How To Be Wrong
July 19, 2018
So, Mark Zuckerberg believes holocaust deniers are not "intentionally getting it wrong," and in doing so, he has not only justified the continual wall of hatred that FaceBook has become, he has also in essence dumped the last shovel-full of dirt on top of educated objectivity.
Oh, mother, I can feel the soil falling over my head.*
In case you don't want to read the specifics of what Zuckerberg said (and an argument could be made that you should . . . and that you shouldn't), here's how I summarize his main argument: if your belief comes from ignorance, that's o.k. Funny, I seem to remember when "ignorance of the law" was no excuse.
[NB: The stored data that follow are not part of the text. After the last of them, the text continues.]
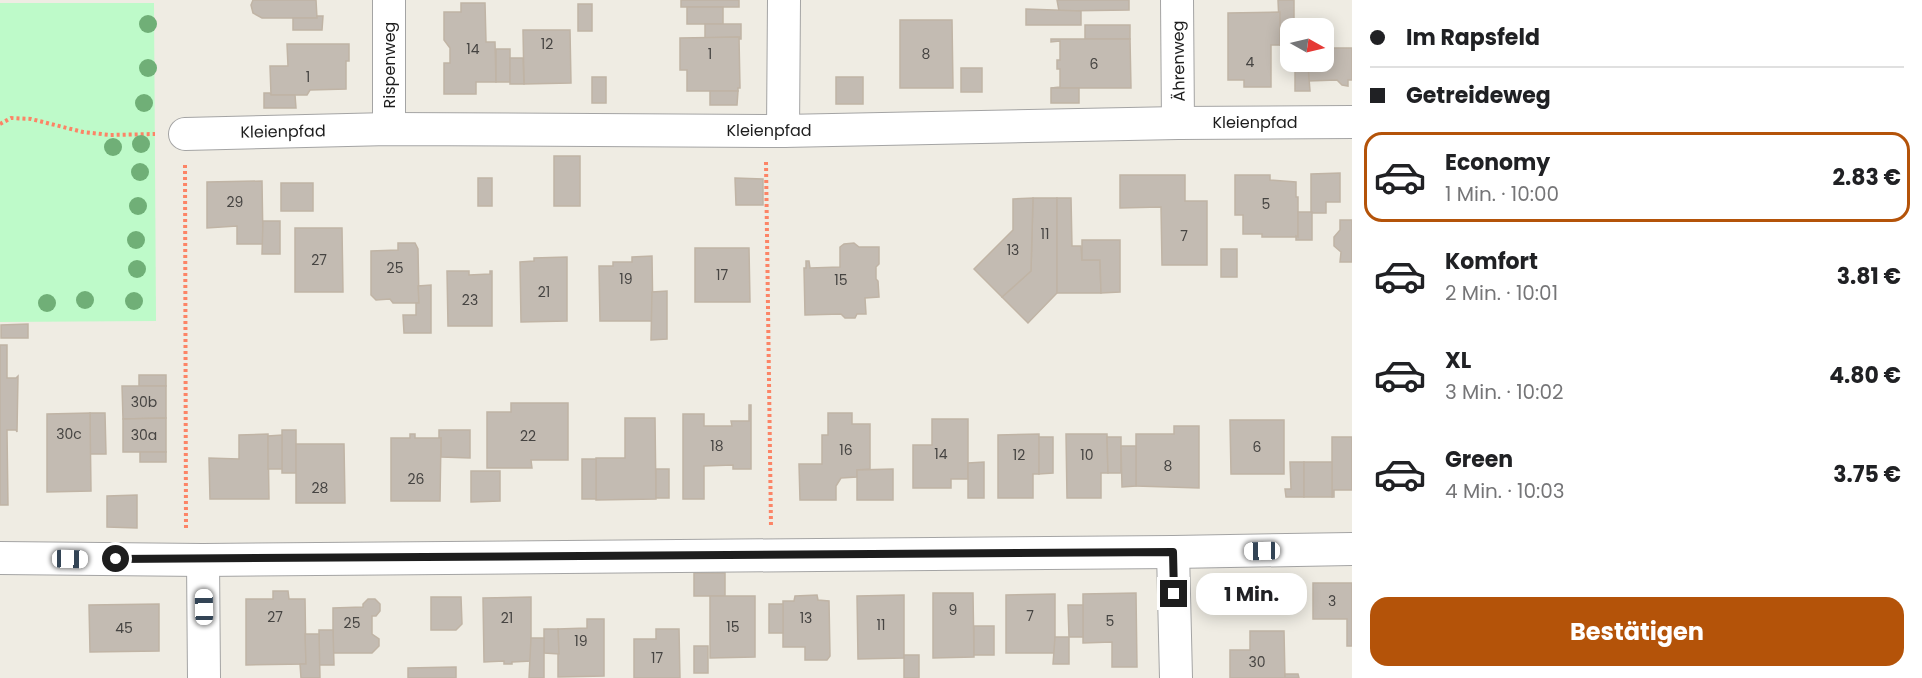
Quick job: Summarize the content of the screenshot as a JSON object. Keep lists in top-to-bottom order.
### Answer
{
  "streets": {
    "street": ["Ährenweg", "Rispenweg", "Kleienpfad"]
  },
  "crossings": [
    ["Ährenweg", "Kleienpfad"],
    ["Rispenweg", "Kleienpfad"]
  ],
  "house_numbers": [
    "12",
    "14",
    "1",
    "8",
    "4",
    "6",
    "1",
    "29",
    "5",
    "11",
    "7",
    "13",
    "27",
    "25",
    "17",
    "19",
    "15",
    "21",
    "23",
    "30b",
    "30c",
    "30a",
    "22",
    "18",
    "6",
    "16",
    "14",
    "12",
    "10",
    "8",
    "26",
    "28",
    "3",
    "9",
    "7",
    "27",
    "21",
    "13",
    "5",
    "25",
    "11",
    "15",
    "45",
    "19",
    "17",
    "30"
  ],
  "north": "right",
  "page": {
    "banner": ["Im Rapsfeld", "Getreideweg"],
    "list": [
      {
        "name": "Economy",
        "note": "1 Min. · 10:00",
        "value": "2.83 €"
      },
      {
        "name": "Komfort",
        "note": "2 Min. · 10:01",
        "value": "3.81 €"
      },
      {
        "name": "XL",
        "note": "3 Min. · 10:02",
        "value": "4.80 €"
      },
      {
        "name": "Green",
        "note": "4 Min. · 10:03",
        "value": "3.75 €"
      }
    ],
    "bubble": "1 Min.",
    "buttons": "Bestätigen"
  }
}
The problem is that Holocaust deniers are getting it INTENTIONALLY wrong. When they refuse to accept the thousands of first-person accounts, from both sides, victim and perpetrator, they are intentionally getting it wrong. However, in Zuckerberg's world, people are continually given free passes to be ignorantly wrong, to simply be blind to the facts and evidence.
I know this seems a little confusing. How can I claim to be appropriately wrong?
There is a fairly simple instructional manual for being wrong:
Step 1: Ignore anything faintly resembling instructional manuals, reference materials, research studies.
Step 2: Repeat Step 1 over and over.
But no matter how easily you think you can be wrong, you will have to get in line for crowing about your ignorance. As Tom Waits once famously sang, you will have to get behind the mule(s).
Get behind North Carolina University Head Football Coach, Larry Fedora, who just this week stated "I don't think it's been proven the game of football causes CTE [concussions]." He then goes on to claim that such spurious research will be the demise of football and "decline of our country." See, the great thing about reveling in your ignorance is that you can be as hyperbolic as you want, or at least as old-fashioned as the hat you share a name with.
Get behind Ann Coulter, who last month, called crying babies separated from their mothers at US borders as "child actors." That's the good thing about children; they don't need to go through method acting classes to fake crying when separated from their mothers. They also probably don't need acting classes to scream uncontrollably when Coulter shows up on t.v.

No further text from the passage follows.